Leading shale gas operator Cuadrilla and its local contractors have contributed £15m into the Lancashire economy since 2016, but the firm’s CEO has warned that the benefits a shale revolution could bring to the county are being held back by unreasonable regulations.

The latest Putting Lancashire First tracker results show that in the first three months of 2019 Cuadrilla directly invested over £1.4m into the local supply chain, with contracts ranging from cleaning services through to geoconsulting and specialist plant hire.

Cuadrilla contractors also spent a further £80,000 in the county, while local community sponsorships increased by more than £40,000 in the same period.

Francis Egan, Chief Executive Officer at leading onshore shale gas operator Cuadrilla, said the latest figures demonstrated the industry’s huge potential for the county given the spend from just the first two exploratory wells at the flagship Preston New Road site.

“We’re committed to working with as many local suppliers in the county as we can to unlock a huge resource of natural gas in Lancashire that could heat homes across the UK for the next 50 years,” said Francis.

But he added that the opportunity to establish a domestic gas supply that would create significant economic prosperity including jobs and tax revenues is being held back by a micro-seismic Traffic Light System, set with an upper limit of just 0.5 on the Richter scale, with no credible scientific basis.

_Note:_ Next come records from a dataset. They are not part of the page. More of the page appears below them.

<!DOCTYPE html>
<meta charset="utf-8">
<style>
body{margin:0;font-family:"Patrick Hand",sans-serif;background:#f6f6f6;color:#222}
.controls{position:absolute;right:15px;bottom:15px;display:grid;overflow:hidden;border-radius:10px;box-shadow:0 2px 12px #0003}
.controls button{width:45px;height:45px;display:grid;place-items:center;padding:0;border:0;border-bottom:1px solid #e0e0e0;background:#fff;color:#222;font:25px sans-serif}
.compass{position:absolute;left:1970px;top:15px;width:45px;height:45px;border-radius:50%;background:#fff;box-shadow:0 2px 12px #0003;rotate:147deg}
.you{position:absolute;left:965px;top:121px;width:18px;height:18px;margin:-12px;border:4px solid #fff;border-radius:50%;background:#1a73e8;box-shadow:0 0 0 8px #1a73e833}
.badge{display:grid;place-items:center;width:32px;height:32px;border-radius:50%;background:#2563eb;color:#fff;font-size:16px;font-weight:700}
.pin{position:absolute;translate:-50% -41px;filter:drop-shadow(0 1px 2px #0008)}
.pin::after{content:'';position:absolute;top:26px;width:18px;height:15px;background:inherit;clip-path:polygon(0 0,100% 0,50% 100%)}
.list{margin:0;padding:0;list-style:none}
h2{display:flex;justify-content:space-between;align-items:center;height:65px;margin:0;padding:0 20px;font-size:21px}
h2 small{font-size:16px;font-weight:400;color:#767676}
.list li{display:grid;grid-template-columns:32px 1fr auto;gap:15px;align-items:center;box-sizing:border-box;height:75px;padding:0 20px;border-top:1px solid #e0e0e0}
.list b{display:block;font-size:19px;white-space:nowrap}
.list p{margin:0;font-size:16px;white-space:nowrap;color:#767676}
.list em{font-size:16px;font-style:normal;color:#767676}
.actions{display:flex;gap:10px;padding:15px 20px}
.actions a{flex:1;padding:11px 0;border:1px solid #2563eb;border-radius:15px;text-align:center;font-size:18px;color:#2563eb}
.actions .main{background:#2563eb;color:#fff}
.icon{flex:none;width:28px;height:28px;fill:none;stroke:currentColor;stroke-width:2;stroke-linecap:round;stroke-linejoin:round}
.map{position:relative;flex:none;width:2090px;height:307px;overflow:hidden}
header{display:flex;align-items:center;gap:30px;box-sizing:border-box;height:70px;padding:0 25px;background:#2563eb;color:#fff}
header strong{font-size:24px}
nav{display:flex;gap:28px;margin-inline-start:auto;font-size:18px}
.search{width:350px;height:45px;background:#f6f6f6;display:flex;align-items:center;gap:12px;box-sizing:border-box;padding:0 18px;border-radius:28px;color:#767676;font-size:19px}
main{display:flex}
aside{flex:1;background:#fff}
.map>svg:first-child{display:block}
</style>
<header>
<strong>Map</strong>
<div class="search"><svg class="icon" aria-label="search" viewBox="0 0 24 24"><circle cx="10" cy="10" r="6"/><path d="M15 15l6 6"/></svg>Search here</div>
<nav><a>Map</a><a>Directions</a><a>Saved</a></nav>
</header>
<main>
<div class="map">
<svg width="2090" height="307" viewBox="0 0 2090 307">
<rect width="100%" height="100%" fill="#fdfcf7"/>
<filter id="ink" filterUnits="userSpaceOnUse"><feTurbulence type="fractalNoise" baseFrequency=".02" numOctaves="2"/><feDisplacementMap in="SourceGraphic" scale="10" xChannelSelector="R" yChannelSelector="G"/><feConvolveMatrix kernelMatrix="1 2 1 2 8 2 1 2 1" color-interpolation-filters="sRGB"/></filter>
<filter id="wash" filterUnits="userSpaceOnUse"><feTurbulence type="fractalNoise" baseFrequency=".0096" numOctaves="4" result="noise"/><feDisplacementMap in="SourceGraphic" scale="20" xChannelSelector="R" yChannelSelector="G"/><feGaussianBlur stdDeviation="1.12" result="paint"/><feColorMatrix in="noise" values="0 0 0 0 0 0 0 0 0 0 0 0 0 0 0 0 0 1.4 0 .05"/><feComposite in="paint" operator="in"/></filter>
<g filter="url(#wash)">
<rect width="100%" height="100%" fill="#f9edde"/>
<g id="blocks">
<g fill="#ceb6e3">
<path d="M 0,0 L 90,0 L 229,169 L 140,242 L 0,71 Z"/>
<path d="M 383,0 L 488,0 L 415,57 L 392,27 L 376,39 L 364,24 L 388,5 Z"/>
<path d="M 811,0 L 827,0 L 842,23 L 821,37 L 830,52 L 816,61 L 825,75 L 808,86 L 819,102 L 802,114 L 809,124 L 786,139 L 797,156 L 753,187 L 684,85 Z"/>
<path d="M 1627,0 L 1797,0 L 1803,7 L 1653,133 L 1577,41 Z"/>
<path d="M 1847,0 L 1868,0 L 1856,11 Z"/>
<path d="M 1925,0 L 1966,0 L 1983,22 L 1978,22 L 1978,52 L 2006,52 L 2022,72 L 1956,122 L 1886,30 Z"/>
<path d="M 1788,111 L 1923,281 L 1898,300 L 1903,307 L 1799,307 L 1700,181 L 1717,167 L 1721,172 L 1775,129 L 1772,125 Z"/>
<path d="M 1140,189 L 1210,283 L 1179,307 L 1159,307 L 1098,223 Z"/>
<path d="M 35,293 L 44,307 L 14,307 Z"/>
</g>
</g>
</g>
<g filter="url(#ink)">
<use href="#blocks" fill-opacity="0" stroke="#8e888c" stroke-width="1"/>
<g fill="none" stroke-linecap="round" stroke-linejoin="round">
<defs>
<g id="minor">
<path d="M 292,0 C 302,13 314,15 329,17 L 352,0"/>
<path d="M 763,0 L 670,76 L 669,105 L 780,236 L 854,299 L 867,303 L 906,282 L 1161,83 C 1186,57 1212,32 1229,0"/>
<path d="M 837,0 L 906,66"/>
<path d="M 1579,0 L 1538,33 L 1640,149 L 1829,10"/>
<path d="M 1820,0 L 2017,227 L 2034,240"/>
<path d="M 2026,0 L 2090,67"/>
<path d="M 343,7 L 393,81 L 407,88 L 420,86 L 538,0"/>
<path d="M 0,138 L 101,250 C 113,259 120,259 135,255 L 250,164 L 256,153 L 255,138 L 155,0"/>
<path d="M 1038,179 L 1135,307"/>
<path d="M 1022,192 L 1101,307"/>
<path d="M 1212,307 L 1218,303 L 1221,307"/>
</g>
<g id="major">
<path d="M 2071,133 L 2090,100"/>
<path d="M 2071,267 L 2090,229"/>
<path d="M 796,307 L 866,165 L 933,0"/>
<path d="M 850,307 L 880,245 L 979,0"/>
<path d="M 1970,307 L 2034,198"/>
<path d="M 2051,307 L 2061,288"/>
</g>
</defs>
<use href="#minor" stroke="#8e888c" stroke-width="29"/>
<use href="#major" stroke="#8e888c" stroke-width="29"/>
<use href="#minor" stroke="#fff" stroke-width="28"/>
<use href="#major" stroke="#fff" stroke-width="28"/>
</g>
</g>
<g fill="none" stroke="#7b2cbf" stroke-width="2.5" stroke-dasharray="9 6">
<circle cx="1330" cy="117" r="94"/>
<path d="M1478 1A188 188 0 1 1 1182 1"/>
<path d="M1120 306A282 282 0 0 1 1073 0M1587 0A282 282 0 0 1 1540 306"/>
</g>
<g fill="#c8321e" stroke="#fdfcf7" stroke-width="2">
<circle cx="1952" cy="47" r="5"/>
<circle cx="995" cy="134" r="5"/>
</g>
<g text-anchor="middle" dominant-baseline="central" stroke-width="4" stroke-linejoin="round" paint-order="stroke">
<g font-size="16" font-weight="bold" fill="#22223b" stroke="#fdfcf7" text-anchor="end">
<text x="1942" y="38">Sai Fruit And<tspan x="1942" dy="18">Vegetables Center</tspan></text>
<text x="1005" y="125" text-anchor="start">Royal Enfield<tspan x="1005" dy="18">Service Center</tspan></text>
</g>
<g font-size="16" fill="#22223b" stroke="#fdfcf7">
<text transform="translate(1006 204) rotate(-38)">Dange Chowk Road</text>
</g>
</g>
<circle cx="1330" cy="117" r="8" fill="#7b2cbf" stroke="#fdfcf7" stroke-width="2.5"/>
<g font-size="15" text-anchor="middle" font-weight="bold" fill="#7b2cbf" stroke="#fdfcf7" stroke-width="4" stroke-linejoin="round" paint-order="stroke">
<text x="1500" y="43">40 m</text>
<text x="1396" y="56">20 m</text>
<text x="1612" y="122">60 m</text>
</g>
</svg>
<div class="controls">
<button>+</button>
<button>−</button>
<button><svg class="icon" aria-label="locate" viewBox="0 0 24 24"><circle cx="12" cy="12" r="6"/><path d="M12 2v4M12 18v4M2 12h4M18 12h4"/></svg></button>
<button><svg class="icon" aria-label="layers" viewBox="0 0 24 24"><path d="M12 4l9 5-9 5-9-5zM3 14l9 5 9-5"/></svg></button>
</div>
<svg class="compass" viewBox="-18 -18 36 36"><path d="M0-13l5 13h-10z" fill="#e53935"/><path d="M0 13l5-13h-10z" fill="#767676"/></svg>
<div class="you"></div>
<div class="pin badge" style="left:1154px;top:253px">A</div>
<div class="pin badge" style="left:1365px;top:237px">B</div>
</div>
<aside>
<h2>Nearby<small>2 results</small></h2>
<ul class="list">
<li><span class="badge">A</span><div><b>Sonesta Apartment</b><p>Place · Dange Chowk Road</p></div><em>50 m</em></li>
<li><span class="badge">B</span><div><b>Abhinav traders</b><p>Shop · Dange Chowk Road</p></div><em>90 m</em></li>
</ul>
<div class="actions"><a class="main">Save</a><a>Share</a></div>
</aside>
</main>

Francis said: “We have been very transparent about our request for the Government to review the uniquely conservative micro-seismic regulations to assist the onshore shale gas industry in becoming commercially viable. This is especially so as the potential for Lancashire and the UK has been clearly demonstrated by the fracturing and flow-testing already carried out at Preston New Road.

“Across Lancashire, construction and quarrying projects create ground vibration on a daily basis far higher than anything we have ever created or are likely to create by hydraulic fracturing.

“We have gathered the data and shown that the impact of any induced seismicity is far below anything that would cause damage or harm. It is time now to allow the system to be reviewed by qualified experts and for the shale business to be treated like other industry and be allowed to operate in a safe and sensible way, unlocking a huge opportunity for the UK.”